*Exercise objective:* Set the data down again, word for word, as it appears below.

*Source material:*
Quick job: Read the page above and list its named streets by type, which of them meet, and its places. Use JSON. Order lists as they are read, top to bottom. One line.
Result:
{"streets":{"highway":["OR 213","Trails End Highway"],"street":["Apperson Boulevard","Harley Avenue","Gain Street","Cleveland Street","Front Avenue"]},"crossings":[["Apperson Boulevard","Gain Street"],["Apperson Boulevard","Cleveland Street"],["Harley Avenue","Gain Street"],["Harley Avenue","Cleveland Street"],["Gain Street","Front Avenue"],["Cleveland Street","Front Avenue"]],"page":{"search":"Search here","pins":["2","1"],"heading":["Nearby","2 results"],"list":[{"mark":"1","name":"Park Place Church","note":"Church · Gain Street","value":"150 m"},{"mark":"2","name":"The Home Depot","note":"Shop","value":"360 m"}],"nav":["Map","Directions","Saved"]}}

*Worked solution:*
Quick job: Read the page above and list its named streets by type, which of them meet, and its places. Use JSON. Order lists as they are read, top to bottom. One line.
Result:
{"streets":{"highway":["OR 213","Trails End Highway"],"street":["Apperson Boulevard","Harley Avenue","Gain Street","Cleveland Street","Front Avenue"]},"crossings":[["Apperson Boulevard","Gain Street"],["Apperson Boulevard","Cleveland Street"],["Harley Avenue","Gain Street"],["Harley Avenue","Cleveland Street"],["Gain Street","Front Avenue"],["Cleveland Street","Front Avenue"]],"page":{"search":"Search here","pins":["2","1"],"heading":["Nearby","2 results"],"list":[{"mark":"1","name":"Park Place Church","note":"Church · Gain Street","value":"150 m"},{"mark":"2","name":"The Home Depot","note":"Shop","value":"360 m"}],"nav":["Map","Directions","Saved"]}}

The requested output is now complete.